In your answer, print every record exactly as it is written.

══ Listed records ══

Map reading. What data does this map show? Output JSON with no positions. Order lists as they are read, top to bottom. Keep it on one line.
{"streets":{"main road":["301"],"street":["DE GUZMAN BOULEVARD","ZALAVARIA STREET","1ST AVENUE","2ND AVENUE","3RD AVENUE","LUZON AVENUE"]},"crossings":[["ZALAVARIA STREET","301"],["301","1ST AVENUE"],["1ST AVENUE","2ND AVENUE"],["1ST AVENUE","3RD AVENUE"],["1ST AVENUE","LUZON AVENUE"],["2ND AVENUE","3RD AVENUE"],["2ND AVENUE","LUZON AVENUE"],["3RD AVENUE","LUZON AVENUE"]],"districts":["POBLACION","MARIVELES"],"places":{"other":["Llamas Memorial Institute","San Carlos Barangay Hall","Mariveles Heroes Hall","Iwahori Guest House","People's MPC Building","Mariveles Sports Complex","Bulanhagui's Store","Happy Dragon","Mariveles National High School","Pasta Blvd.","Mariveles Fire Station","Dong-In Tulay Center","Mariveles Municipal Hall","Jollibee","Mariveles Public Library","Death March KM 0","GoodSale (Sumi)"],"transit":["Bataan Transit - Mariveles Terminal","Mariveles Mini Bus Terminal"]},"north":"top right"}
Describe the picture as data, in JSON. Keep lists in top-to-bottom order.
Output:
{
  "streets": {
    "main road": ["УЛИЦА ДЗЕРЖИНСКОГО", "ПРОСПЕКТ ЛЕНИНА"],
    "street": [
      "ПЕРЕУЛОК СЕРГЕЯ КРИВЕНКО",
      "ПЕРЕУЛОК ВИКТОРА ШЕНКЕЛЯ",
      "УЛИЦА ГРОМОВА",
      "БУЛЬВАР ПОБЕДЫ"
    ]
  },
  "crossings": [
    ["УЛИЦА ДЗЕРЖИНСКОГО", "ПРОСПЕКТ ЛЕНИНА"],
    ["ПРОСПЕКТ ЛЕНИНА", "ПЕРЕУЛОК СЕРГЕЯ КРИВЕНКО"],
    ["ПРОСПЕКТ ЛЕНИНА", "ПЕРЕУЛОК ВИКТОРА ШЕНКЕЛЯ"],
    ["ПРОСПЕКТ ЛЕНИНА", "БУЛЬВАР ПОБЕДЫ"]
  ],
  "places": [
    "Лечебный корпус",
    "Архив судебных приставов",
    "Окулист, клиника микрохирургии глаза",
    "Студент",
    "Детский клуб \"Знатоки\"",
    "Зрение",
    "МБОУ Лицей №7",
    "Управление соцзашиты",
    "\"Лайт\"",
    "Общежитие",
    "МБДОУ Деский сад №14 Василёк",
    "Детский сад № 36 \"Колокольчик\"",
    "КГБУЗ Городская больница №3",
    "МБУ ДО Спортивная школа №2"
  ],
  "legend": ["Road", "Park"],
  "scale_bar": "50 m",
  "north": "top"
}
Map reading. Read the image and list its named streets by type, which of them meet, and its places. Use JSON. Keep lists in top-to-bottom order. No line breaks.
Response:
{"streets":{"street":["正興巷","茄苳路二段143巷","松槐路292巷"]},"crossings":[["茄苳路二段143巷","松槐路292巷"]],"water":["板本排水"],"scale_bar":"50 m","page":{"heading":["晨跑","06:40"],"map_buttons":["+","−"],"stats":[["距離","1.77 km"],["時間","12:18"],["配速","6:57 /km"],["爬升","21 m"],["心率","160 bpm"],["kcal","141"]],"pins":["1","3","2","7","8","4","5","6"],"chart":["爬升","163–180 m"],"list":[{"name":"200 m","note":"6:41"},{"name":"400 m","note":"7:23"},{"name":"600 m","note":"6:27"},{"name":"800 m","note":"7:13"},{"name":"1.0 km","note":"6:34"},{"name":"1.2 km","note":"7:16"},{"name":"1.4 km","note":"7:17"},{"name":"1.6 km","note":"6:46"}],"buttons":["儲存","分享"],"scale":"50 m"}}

═══

Solved problem:
Map reading. What data does this map show? Output JSON with no positions. Order lists as they are read, top to bottom. Keep it on one line.
{"streets":{"main road":["301"],"street":["DE GUZMAN BOULEVARD","ZALAVARIA STREET","1ST AVENUE","2ND AVENUE","3RD AVENUE","LUZON AVENUE"]},"crossings":[["ZALAVARIA STREET","301"],["301","1ST AVENUE"],["1ST AVENUE","2ND AVENUE"],["1ST AVENUE","3RD AVENUE"],["1ST AVENUE","LUZON AVENUE"],["2ND AVENUE","3RD AVENUE"],["2ND AVENUE","LUZON AVENUE"],["3RD AVENUE","LUZON AVENUE"]],"districts":["POBLACION","MARIVELES"],"places":{"other":["Llamas Memorial Institute","San Carlos Barangay Hall","Mariveles Heroes Hall","Iwahori Guest House","People's MPC Building","Mariveles Sports Complex","Bulanhagui's Store","Happy Dragon","Mariveles National High School","Pasta Blvd.","Mariveles Fire Station","Dong-In Tulay Center","Mariveles Municipal Hall","Jollibee","Mariveles Public Library","Death March KM 0","GoodSale (Sumi)"],"transit":["Bataan Transit - Mariveles Terminal","Mariveles Mini Bus Terminal"]},"north":"top right"}
Describe the picture as data, in JSON. Keep lists in top-to-bottom order.
Output:
{
  "streets": {
    "main road": ["УЛИЦА ДЗЕРЖИНСКОГО", "ПРОСПЕКТ ЛЕНИНА"],
    "street": [
      "ПЕРЕУЛОК СЕРГЕЯ КРИВЕНКО",
      "ПЕРЕУЛОК ВИКТОРА ШЕНКЕЛЯ",
      "УЛИЦА ГРОМОВА",
      "БУЛЬВАР ПОБЕДЫ"
    ]
  },
  "crossings": [
    ["УЛИЦА ДЗЕРЖИНСКОГО", "ПРОСПЕКТ ЛЕНИНА"],
    ["ПРОСПЕКТ ЛЕНИНА", "ПЕРЕУЛОК СЕРГЕЯ КРИВЕНКО"],
    ["ПРОСПЕКТ ЛЕНИНА", "ПЕРЕУЛОК ВИКТОРА ШЕНКЕЛЯ"],
    ["ПРОСПЕКТ ЛЕНИНА", "БУЛЬВАР ПОБЕДЫ"]
  ],
  "places": [
    "Лечебный корпус",
    "Архив судебных приставов",
    "Окулист, клиника микрохирургии глаза",
    "Студент",
    "Детский клуб \"Знатоки\"",
    "Зрение",
    "МБОУ Лицей №7",
    "Управление соцзашиты",
    "\"Лайт\"",
    "Общежитие",
    "МБДОУ Деский сад №14 Василёк",
    "Детский сад № 36 \"Колокольчик\"",
    "КГБУЗ Городская больница №3",
    "МБУ ДО Спортивная школа №2"
  ],
  "legend": ["Road", "Park"],
  "scale_bar": "50 m",
  "north": "top"
}
Map reading. Read the image and list its named streets by type, which of them meet, and its places. Use JSON. Keep lists in top-to-bottom order. No line breaks.
Response:
{"streets":{"street":["正興巷","茄苳路二段143巷","松槐路292巷"]},"crossings":[["茄苳路二段143巷","松槐路292巷"]],"water":["板本排水"],"scale_bar":"50 m","page":{"heading":["晨跑","06:40"],"map_buttons":["+","−"],"stats":[["距離","1.77 km"],["時間","12:18"],["配速","6:57 /km"],["爬升","21 m"],["心率","160 bpm"],["kcal","141"]],"pins":["1","3","2","7","8","4","5","6"],"chart":["爬升","163–180 m"],"list":[{"name":"200 m","note":"6:41"},{"name":"400 m","note":"7:23"},{"name":"600 m","note":"6:27"},{"name":"800 m","note":"7:13"},{"name":"1.0 km","note":"6:34"},{"name":"1.2 km","note":"7:16"},{"name":"1.4 km","note":"7:17"},{"name":"1.6 km","note":"6:46"}],"buttons":["儲存","分享"],"scale":"50 m"}}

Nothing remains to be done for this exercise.